Do not set `model_quant_use_transformer_engine: true` when loading a FourOverSix
materialized NVFP4 checkpoint. FourOverSix checkpoints store
`quantized_weight_*` buffers and should be loaded through the FourOverSix path.

## Prompt Folder

`data.data_path` can be either:

- a `.txt` file, where each line is one single-shot prompt; or
- a directory of multi-shot prompt folders.
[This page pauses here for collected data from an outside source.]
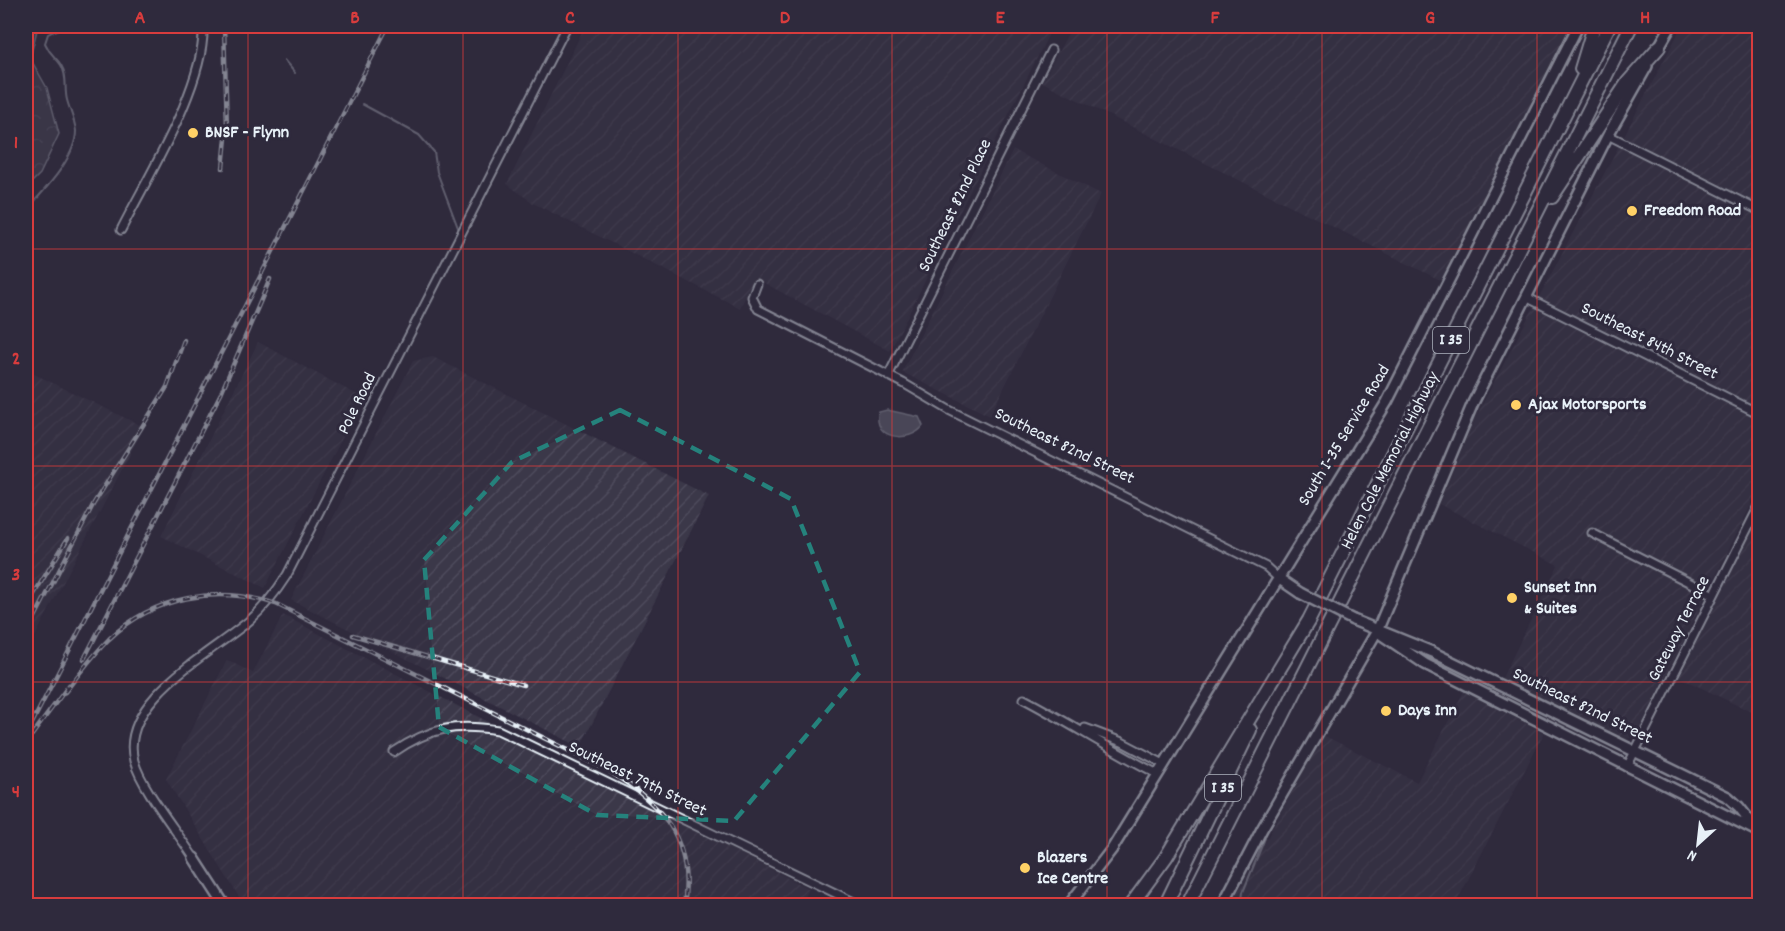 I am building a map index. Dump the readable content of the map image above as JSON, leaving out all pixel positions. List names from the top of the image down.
{
  "streets": {
    "highway": ["I 35", "Helen Cole Memorial Highway"],
    "main road": ["South I-35 Service Road", "Southeast 82nd Street"],
    "street": [
      "Southeast 82nd Place",
      "Southeast 84th Street",
      "Pole Road",
      "Gateway Terrace",
      "Southeast 79th Street"
    ]
  },
  "crossings": [
    ["Southeast 82nd Place", "Southeast 82nd Street"],
    ["I 35", "Helen Cole Memorial Highway"],
    ["South I-35 Service Road", "Southeast 82nd Street"],
    ["Southeast 82nd Street", "Gateway Terrace"]
  ],
  "places": [
    "BNSF - Flynn",
    "Freedom Road",
    "Ajax Motorsports",
    "Sunset Inn & Suites",
    "Days Inn",
    "Blazers Ice Centre"
  ],
  "north": "bottom left",
  "grid": {
    "columns": [
      "A",
      "B",
      "C",
      "D",
      "E",
      "F",
      "G",
      "H"
    ],
    "rows": [
      "1",
      "2",
      "3",
      "4"
    ]
  }
}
Example multi-shot prompt folder:

```text
inference_prompts/
  robot_lab_demo/
    0.json
    1.json
    2.json
    shot_durations.txt
```

Each JSON file contains:

```json
{
  "caption": "A compact silver robot with one blue optic explores a clean robotics lab."
}
```

`shot_durations.txt` is optional. If provided, each number is the number of
temporal chunks assigned to the corresponding caption, for example:

```text
2 2 4
```

## Run

Single node, 4 GPUs:

```bash
torchrun --standalone --nnodes=1 --nproc_per_node=4 inference.py \
  --config_path configs/nvfp4/inference_nvfp4.yaml
```

Single GPU:

```bash
python inference.py --config_path configs/nvfp4/inference_nvfp4.yaml
```

Or use the helper script, which reads `NUM_GPUS` / `num_gpus` when provided:

```bash
scripts/inference_nvfp4.sh configs/nvfp4/inference_nvfp4.yaml
```

Outputs are written to `output_folder`.

## Notes

- This model card is for the **2-step** NVFP4 checkpoint. Use
  `inference.sampling_steps: 2`.
- `model_quant` enables NVFP4 generator inference.
- `inference.kv_quant` enables FP4 KV-cache storage and requires the
  `utils/kernel` extension.
- `inference.multi_shot_sink` enables the multi-shot attention sink.
- `inference.multi_shot_rope_offset` controls the multi-shot RoPE offset.
- `inference.streaming_vae`, `inference.async_vae`, `inference.vae_type`, and
  `inference.vae_device` control streaming or asynchronous VAE decode.